The women of Canaan had chosen to doom their husbands and sons rather than submit to the Egyptians. It was left to Tut’s men to finish the slaughter. Canaanite bodies soon littered the desert, most butchered beyond recognition. Many of the dead were twisted into impossible positions. Some seemed to have died with an arm or leg reared up toward the sky.
Tut had finally tasted battle and become a man—and a true king.
Chapter 48
Thebes
1912
THE BOOK THAT DOCUMENTED everything, every large and small success by Carter, was known as Five Years’ Exploration at Thebes: A Record of Work Done, 1907–1911. Despite the lack of a valley concession, the partnership between Carter and Carnarvon had certainly been prolific.
Carter had refined his excavation techniques, bringing greater precision and professionalism to the task. He used photography as a means of documenting discoveries and continued to sketch elaborate drawings. With local work crews sometimes numbering close to three hundred, he and Carnarvon discovered tombs of nobles and other high-ranking functionaries.
But as well received as Five Years’ Exploration proved to be, raising eyebrows in London and Cairo for the depth of the Carter/Carnarvon discoveries, the American Theodore Davis continued to overshadow them, and that galled Howard Carter.
Now a story about Davis making the rounds suggested that Davis had found not just a new tomb in the valley but the last tomb.
Theodore Davis believed he had found the elusive Tut.
Chapter 49
Thebes
1912
IT ALL BEGAN when Davis and Edward Ayrton discovered a hidden doorway made of mud bricks and stamped with the image of a jackal watching over nine captives.
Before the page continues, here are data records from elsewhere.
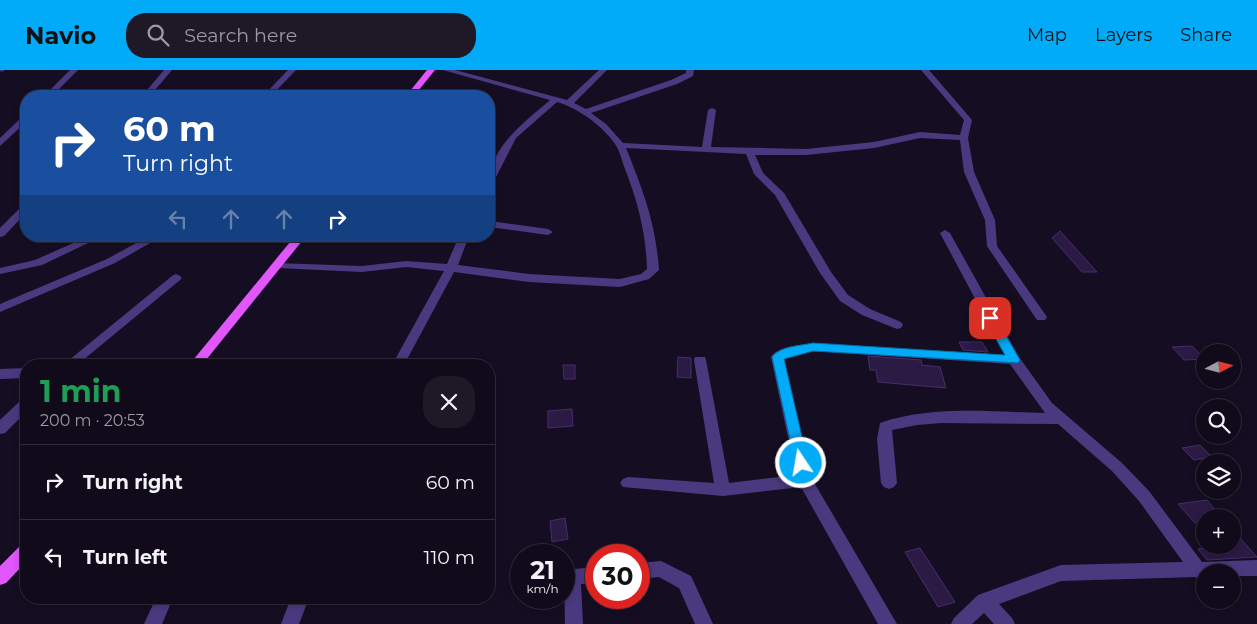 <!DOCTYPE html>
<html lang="en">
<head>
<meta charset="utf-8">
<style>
	body { margin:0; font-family:Montserrat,sans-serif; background:#1e1827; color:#f1f3f6; height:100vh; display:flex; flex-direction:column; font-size:19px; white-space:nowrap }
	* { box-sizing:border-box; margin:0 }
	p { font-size:16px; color:#9c9aa2 }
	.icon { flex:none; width:28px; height:28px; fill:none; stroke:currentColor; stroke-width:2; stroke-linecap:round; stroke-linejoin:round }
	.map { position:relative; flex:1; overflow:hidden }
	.sheet { position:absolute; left:20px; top:289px; width:475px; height:245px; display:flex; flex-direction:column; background:#100a1a; border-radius:20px; box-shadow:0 2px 8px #0003,0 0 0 1px #302b39 }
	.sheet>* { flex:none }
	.hud { position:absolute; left:20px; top:20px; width:475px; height:152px; border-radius:20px; box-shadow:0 2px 8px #0003,0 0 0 1px #302b39; background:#1a4fa0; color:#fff; overflow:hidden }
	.needle { width:32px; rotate:83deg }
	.tools { position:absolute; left:1196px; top:274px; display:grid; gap:10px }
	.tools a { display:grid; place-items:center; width:45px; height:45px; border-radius:50%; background:#100a1a; box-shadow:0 2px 8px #0003,0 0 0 1px #302b39; font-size:25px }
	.speed { position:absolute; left:510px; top:474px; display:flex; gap:10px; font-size:25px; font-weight:700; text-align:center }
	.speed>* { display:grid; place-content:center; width:65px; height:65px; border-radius:50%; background:#100a1a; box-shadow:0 2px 8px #0003,0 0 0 1px #302b39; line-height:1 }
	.speed small { font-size:12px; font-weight:400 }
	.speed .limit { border:8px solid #d22; background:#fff; color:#111 }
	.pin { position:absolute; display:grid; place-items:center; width:42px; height:42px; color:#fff; margin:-21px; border-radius:10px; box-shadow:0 2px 8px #0006 }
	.me { position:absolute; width:55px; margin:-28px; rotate:348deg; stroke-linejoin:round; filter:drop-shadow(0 0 4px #0008) }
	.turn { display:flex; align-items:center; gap:18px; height:105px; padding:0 20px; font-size:22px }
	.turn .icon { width:65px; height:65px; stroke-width:2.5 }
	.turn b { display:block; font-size:35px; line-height:42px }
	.lanes { display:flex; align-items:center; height:48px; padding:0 20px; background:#0003; justify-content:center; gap:25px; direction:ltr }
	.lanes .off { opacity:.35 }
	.round { display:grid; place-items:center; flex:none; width:52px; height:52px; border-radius:20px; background:#1e1827 }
	.summary { display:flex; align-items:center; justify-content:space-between; height:85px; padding:0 20px }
	h1 { font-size:30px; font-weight:700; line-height:38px; color:#1e9e55 }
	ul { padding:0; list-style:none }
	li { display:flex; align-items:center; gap:15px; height:75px; padding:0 20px; border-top:1px solid #302b39 }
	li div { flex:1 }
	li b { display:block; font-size:19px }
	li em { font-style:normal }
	header { display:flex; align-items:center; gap:30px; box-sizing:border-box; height:70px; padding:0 25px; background:#02abf7; color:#111 }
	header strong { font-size:24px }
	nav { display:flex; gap:28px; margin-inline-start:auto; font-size:18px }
	.search { width:350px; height:45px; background:#1e1827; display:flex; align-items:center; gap:12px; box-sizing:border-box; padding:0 18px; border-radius:20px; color:#9c9aa2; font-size:19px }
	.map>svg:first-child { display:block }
	.building { fill:#2b1a43; stroke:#472c6e }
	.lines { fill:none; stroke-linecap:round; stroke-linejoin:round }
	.minor { fill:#4b3980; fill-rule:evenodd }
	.major { fill:#e257fd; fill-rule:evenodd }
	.route { fill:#02abf7; stroke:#016fa1 }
</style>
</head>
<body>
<header>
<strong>Navio</strong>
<div class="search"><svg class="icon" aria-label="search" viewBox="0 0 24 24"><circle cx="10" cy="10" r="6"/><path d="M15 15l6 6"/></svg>Search here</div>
<nav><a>Map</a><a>Layers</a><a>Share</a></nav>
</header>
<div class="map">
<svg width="1257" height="554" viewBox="0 0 1257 554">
	<rect width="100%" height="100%" fill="#150e22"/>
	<g class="building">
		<path d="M1060 161 1097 202H1082L1052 168Z"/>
		<path d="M959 272H982L988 282 963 280Z"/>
		<path d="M1192 276 1204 289 1184 290 1172 277Z"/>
		<path d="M868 286 921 290 922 295 940 297 946 318 878 312 876 300H870Z"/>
		<path d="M678 287 691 288V308L677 307Z"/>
		<path d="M563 295H575V309H564Z"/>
		<path d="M572 339 573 356 548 358V341Z"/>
		<path d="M1200 375 1212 387 1194 390 1182 378Z"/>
		<path d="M1207 430 1222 448H1205V452L1195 453 1178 434Z"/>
		<path d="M565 448 568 469 552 472 550 451Z"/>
		<path d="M1232 459 1257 487 1207 490 1198 479 1211 477 1209 475H1232Z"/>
		<path d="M920 478 955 532 938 537 905 482Z"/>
	</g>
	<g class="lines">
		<g class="minor">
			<path d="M0 0H5L1 2Z"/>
			<path d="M70 0H78L52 26H44Z"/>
			<path d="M164 0H172L150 26H142Z"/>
			<path d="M288 0H296L271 26H263Z"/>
			<path d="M443 0H455L567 30 599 0H607L574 33 586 39 671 10 686 3V0H694L693 6 677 14 591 43 606 54 623 73 702 77 708 40 712 38 716 40 711 77 806 79 874 72 920 62 960 65 964 50 921 0H929L972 50 968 68 974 102 995 150 997 176 1047 247 1045 250H1037L987 176 985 150 964 102 960 70 920 68 874 78 806 85H755L763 103 784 123 831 202 848 225 870 239 901 252 903 255 901 258 897 259 862 245 840 231 820 203 775 125 754 104 746 84 626 78C643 120 656 154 659 200L649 209 620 217 529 212 454 202 404 295H392L444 201 406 197 362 202 278 198 273 195 274 193 362 196 406 191 447 194 459 166H469L458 195 529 204 620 209 641 204 647 199C646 164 638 132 625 99 622 91 620 81 615 74 603 56 578 38 557 32L516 68 494 111 489 114C489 77 525 52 550 30Z"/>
			<path d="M23 46H26V52L0 76V68Z"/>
			<path d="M26 135V143L4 166 0 167V158L22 136Z"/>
			<path d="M489 151 548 159 553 162 548 165 489 157Z"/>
			<path d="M945 160 950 163 1019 287 1052 333 1122 393 1149 421 1202 492 1257 490V506H1232V502H1205V507L1199 509 1195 507 1061 511 999 534 1012 548 1015 554H994L984 543 972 554H951L954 548 978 525 1061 495 1183 492 1139 431 1112 401 1058 354 941 353 917 355 892 360 897 413 894 417 889 419 884 417 881 413 877 369 880 353C932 335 991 342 1045 343L1010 294 813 281 784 289 812 409 897 554H878L801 417 723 426 623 417 620 413 623 409 628 407 714 413 694 290 695 287H705L706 290 729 413 796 405 771 287C778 276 801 275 813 273L1005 285 940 163Z"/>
			<path d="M89 166H103L42 195 0 204V198L35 190Z"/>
			<path d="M149 166H158L159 168 115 193 0 242V234L107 189Z"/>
			<path d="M176 204 180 206 182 208 180 210 77 295H63L172 206Z"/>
			<path d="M26 298V308L0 309V299Z"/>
			<path d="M26 329V342L5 363 0 364V350L21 330Z"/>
			<path d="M661 491 691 506 713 554H695L679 518 659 507 639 509V493Z"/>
			<path d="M596 497V513L581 514 583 554H565L564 500Z"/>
			<path d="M156 528H173L162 554H144Z"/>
			<path d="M291 528H309L299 554H281Z"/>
		</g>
		<g class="major">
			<path d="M427 0H435L414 26H406Z"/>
			<path d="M295 166H306L202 295H189Z"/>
			<path d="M26 474V492L6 513 0 515V496L20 476Z"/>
		</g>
	</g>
	<path class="route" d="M990 244 994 245 1020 290 1018 293 813 281 784 289 808 393 806 397 801 398 796 397 772 287C780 276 800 276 813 273L1005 285 984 248Z"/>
</svg>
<div class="tools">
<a><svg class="needle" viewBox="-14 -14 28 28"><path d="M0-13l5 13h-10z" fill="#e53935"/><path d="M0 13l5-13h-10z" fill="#9c9aa2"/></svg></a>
<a><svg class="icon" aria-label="search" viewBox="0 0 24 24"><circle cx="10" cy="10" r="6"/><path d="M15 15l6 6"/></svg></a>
<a><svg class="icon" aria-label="layers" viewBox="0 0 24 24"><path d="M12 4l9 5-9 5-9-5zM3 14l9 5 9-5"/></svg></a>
<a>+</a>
<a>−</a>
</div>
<div class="speed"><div>21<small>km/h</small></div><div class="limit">30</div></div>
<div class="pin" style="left:990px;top:248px;background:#d93025"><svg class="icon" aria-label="arrive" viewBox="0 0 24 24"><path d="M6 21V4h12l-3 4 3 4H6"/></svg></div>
<svg class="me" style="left:801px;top:393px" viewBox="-20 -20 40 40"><circle r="17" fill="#02abf7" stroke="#fff" stroke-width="3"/><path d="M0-11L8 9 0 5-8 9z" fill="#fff"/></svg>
<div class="hud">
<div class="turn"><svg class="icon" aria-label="right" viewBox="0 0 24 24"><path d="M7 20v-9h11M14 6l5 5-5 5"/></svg><div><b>60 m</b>Turn right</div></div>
<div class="lanes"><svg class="icon off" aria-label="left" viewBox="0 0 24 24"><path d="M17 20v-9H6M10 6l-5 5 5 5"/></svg><svg class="icon off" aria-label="ahead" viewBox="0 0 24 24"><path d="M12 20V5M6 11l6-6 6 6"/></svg><svg class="icon off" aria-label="ahead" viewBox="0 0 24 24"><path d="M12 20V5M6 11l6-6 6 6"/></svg><svg class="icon" aria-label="right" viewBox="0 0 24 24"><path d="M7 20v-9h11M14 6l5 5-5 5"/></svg></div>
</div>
<section class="sheet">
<div class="summary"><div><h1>1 min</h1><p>200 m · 20:53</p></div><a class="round"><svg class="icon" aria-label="close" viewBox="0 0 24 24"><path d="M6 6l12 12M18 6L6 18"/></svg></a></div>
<ul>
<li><svg class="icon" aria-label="right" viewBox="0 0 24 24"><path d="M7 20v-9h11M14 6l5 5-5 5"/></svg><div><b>Turn right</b></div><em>60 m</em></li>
<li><svg class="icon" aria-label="left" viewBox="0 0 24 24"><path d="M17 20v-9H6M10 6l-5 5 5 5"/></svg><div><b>Turn left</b></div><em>110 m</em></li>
</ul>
</section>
</div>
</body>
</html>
This seal for the necropolis guard signified that a mummy was inside.
Next to that was stamped another symbol, this one representing Tutankhamen.
They immediately kicked down the door and tore away the bricks with their bare hands, then entered a narrow hall.
A sloping corridor led to the burial chamber. Rocks littered the floor. A piece of wood decorated with gold leaf showed the image of Queen Tiye, known to be the mother of the “heretic
king” Akhenaten.
At the end of a hallway was the main chamber. It was heavily damaged by water, but the seals of Tutankhamen could be seen everywhere on the walls.
A casket lay on the floor.
Once it had rested atop a wooden platform, but time had rotted that away, and the coffin had toppled over. The lid had popped open, and when Davis looked inside, he was delighted to see a mummy staring back at him.
Portions of the bandaging were unwrapped. Davis could see hair and teeth and the remnants of a nose.
He plucked a hair, then wiggled a tooth, trying to determine the mummy’s condition. Not surprisingly, it gave way in his hands.
Davis was dismayed but only for an instant. Not even waiting for Ayrton’s help, he struggled to lift the mummy into his arms and carried it out into the sunshine as if it were a small child.
He stood there, dazzled, as tourists stared at him in utter shock and amazement.
After confirming that the mummy was a woman, Davis made a judgment: based on the evidence, he was holding the remains of Queen Tiye. He was now convinced that the tomb was that of Tutankhamen. All he had to do was dig deeper, and he was certain he would find the pharaoh himself.
Standing in the center of the Valley of the Kings, cradling a thirty-three-hundred-year-old woman, Theodore Davis was triumphant and flushed with acumen and success.
He was also dead wrong about everything.
Chapter 50
Luxor
1912
CARTER AND CARNARVON weren’t the only Egyptologists to publish a book that year.
Carter leafed through the pages of Theodore Davis’s The Tombs of Harmhabi and Touatankhamanou, and he was more convinced than ever that the elusive tomb of Tut was still out there somewhere in the valley.